Sappiamo che criticare gli altri è sbagliato. Sappiamo che dispiace a Dio ed è contrario alla sua Parola. Comunque, come disse l’apostolo Paolo: «Quello che voglio fare non lo faccio, invece quello che non voglio fare lo faccio”. 1
Vincere la nostra natura peccatrice è un processo continuo. Essere immersi in questo mondo ci influenza e dobbiamo riallineare i nostri atteggiamenti con gli insegnamenti di Gesù. Fa parte del «sottomettere ogni pensiero all’ubbidienza di Cristo». 2
Tutti possiamo ricordare alcuni momenti in cui le nostre parole sono state giudicate dagli altri in maniera errata o ingiusta, oppure le nostre azioni sono state male interpretate e i nostri sforzi sinceri sono stati respinti a causa di sospetti o atteggiamenti preconcetti. Ci fa male. Può essere molto scoraggiante. Oppure possiamo ricordare quando una cosa che abbiamo detto o fatto è stata solo un tentativo goffo e maldestro di essere capiti, amati o riconosciuti, ma altri ci hanno giudicato come se stessimo cercando intenzionalmente di ferire loro o qualcun altro. Dato che sappiamo come ci si sente, forse dovremmo guardare gli altri e renderci conto che anche loro potrebbero sentirsi allo stesso modo e così avere l’opportunità di contribuire ad alleviare il loro dolore.
Indipendentemente da che la persona che critichiamo abbia ragione o torto, noi siamo nel torto quando ci lasciamo influenzare da uno spirito critico. So di essere stata colpevole di giudizi impulsivi sulle persone e spesso quei giudizi si sono rivelati sbagliati.
Perciò ho cominciato a cercare di passare da un’abitudine negativa a una positiva e di chiedere a Dio cosa ne pensa di una situazione. Mi ricorda di farne una specie di gioco, il gioco della compassione, e pensare a possibili scenari o motivi per cui quello che a me sembra negativo potrebbe in realtà essere una richiesta d’aiuto da parte di qualcuno. Forse con la guida di Dio potrei soddisfare quel bisogno in qualche modo.
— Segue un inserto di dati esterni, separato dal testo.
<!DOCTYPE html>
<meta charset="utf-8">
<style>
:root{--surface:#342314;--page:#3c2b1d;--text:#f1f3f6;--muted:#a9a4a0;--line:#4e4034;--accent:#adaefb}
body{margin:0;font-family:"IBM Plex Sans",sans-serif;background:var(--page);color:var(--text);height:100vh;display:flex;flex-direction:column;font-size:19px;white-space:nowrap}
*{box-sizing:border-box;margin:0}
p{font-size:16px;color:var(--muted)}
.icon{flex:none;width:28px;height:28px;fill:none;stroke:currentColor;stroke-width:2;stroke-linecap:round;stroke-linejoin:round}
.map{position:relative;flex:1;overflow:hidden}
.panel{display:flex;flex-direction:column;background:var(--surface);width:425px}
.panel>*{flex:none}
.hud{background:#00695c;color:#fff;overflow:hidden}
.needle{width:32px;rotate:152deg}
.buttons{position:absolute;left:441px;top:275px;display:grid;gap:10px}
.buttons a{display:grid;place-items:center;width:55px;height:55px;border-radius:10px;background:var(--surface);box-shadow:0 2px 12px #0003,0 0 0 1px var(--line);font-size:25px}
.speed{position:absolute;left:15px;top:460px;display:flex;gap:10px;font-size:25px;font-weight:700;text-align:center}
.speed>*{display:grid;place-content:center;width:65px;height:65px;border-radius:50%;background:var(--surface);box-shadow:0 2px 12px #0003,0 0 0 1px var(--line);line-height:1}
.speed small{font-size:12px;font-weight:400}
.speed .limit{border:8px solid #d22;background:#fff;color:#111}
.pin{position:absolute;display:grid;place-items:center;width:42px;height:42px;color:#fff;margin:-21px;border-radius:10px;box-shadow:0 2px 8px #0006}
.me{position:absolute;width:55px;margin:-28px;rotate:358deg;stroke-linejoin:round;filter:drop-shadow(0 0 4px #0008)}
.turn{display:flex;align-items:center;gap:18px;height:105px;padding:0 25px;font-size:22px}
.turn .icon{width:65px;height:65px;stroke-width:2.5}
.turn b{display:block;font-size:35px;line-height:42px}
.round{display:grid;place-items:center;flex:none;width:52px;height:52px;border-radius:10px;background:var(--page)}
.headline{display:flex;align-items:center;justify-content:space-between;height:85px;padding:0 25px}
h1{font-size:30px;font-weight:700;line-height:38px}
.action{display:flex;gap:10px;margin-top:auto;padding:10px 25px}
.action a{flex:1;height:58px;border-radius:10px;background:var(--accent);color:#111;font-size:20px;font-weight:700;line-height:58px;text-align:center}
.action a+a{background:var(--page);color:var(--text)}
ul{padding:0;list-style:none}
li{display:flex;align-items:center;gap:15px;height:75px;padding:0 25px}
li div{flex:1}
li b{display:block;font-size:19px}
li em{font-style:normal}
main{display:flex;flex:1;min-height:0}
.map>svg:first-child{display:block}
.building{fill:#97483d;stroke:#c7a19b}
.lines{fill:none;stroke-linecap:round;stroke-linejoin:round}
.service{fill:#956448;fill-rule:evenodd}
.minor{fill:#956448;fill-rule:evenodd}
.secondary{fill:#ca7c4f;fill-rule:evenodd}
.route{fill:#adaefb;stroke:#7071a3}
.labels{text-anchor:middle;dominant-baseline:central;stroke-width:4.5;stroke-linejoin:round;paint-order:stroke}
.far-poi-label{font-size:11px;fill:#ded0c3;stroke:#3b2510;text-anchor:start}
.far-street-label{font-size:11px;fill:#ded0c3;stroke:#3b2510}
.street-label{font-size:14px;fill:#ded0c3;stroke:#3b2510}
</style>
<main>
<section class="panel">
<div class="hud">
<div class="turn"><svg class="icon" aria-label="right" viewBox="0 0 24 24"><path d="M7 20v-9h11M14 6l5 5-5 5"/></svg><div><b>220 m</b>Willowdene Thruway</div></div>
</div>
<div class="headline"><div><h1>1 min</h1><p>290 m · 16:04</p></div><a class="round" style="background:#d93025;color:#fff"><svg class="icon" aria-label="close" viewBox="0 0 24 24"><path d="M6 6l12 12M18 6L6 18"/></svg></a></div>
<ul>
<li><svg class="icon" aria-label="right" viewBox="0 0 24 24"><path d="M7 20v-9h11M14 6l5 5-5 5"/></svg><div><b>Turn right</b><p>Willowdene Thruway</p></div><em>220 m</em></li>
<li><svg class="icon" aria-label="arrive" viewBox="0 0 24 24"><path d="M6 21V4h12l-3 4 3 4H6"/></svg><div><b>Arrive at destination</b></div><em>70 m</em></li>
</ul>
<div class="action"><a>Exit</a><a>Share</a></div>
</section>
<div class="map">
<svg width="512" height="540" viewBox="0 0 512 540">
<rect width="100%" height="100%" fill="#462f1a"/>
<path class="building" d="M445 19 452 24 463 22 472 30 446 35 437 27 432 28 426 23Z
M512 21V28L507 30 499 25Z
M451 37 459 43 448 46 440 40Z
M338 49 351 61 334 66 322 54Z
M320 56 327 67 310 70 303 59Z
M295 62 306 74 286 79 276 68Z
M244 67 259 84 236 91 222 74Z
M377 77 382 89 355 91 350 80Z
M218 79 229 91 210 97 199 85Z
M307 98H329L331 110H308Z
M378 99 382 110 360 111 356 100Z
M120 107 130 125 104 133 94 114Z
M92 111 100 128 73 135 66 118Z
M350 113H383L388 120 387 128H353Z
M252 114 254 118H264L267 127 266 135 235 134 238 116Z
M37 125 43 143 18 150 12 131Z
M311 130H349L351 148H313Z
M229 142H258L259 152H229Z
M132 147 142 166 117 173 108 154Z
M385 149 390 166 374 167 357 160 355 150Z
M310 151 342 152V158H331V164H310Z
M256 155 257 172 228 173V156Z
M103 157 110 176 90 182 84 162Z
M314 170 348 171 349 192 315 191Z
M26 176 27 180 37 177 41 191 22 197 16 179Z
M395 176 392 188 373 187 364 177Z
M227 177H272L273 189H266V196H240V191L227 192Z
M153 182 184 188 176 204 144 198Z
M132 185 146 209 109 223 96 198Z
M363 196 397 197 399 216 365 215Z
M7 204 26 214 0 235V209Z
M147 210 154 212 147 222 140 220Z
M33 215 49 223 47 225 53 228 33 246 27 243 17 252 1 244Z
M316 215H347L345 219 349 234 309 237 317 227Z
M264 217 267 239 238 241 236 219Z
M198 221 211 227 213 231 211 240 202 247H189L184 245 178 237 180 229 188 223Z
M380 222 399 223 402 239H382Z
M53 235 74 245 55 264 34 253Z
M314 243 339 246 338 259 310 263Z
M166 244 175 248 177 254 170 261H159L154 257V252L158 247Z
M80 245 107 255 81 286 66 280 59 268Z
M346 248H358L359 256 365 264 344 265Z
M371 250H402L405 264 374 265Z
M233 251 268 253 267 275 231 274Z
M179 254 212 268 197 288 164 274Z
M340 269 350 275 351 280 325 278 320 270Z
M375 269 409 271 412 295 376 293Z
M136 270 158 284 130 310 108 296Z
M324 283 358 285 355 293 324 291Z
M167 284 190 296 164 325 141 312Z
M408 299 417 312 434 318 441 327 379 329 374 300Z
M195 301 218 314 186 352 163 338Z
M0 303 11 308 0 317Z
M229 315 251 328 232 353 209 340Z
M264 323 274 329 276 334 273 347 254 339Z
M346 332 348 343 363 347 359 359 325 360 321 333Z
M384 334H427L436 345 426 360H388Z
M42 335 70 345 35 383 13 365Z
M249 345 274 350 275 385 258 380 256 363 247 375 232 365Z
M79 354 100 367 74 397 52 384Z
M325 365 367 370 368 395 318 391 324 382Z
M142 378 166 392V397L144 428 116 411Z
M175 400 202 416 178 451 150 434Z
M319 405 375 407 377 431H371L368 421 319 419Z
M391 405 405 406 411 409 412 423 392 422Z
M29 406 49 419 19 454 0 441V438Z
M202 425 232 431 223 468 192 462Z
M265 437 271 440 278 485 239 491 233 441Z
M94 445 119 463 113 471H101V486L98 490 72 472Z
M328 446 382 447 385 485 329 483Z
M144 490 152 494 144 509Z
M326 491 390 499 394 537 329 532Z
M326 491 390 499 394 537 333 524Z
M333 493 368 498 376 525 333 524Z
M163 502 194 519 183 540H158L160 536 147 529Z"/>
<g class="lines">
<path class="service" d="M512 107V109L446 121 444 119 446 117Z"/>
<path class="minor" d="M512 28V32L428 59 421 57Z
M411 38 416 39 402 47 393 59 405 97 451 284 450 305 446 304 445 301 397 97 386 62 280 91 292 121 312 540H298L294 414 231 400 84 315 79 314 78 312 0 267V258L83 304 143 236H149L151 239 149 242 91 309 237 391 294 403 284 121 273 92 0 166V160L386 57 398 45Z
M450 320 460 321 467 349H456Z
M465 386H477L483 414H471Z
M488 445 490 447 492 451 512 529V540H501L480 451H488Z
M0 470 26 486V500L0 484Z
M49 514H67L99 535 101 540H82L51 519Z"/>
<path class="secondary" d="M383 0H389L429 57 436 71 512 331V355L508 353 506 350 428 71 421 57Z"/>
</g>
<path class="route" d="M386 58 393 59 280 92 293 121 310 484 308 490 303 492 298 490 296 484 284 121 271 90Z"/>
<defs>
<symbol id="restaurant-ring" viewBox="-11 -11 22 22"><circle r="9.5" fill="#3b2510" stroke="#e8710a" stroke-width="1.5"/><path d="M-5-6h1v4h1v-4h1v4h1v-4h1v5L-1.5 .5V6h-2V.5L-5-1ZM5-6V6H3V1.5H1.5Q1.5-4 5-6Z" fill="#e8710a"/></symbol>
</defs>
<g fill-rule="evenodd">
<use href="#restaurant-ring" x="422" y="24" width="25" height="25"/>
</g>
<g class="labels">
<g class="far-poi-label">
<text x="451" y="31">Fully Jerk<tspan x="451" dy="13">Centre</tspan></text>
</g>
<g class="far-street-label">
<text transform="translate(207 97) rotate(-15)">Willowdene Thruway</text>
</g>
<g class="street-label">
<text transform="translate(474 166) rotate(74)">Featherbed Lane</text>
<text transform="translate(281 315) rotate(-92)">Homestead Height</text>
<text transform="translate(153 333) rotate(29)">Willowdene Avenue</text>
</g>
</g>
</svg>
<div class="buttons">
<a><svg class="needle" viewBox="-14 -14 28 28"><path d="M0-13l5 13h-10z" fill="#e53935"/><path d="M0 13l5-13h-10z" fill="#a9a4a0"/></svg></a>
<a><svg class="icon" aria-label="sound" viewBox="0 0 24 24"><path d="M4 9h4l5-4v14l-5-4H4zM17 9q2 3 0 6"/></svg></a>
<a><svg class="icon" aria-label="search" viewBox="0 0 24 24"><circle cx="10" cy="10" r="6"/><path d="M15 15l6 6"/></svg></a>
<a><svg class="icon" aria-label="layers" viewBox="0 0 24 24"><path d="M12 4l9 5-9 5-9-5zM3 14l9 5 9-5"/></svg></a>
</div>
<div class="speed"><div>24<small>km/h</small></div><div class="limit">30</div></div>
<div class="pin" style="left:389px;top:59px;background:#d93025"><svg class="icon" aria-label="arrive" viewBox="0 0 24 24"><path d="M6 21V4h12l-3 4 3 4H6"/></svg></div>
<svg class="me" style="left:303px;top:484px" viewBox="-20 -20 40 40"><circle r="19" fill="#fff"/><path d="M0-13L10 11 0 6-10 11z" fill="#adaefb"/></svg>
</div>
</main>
L’aiuto che posso offrire a volte potrebbe essere principalmente mediante la preghiera, ma ciò non significa che sia meno potente.
La Bibbia ci ammonisce di pensare alle cose buone, alle cose di buona fama, a quelle belle, positive e amorevoli, e di usare compassione e misericordia invece di presumere il peggio.3 Più faccio questo piccolo esercizio di permettere a Dio di guidare i miei pensieri verso il bene, più mi avvicino a trasformare questa reazione in una vera abitudine.
Un altro modo per sviluppare questa abitudine di vedere il lato positivo è mettere in pratica le parole sagge di qualcuno: «Quando devi insegnare una cosa agli altri, la impari meglio anche tu». Come genitori e nonni, possiamo usare come opportunità d’insegnamento le esperienze che abbiamo fatto con i figli e i nipoti.
Insegnare ai bambini a fare questo gioco della compassione non solo contribuisce a sviluppare in loro più tenerezza per gli altri, ma insegna anche umiltà e comprensione, oltre a come usare la preghiera per fare la differenza nella vita degli altri. Può aiutarli a trattare gli altri come vorrebbero essere trattati loro; e perfino a vedere in modo positivo le proprie difficoltà e i propri difetti.
Probabilmente comincerete a fare questo gioco della compassione da soli, ma le benedizioni e i benefici aumenteranno ancora di più quando condividerete con gli altri le lezioni imparate.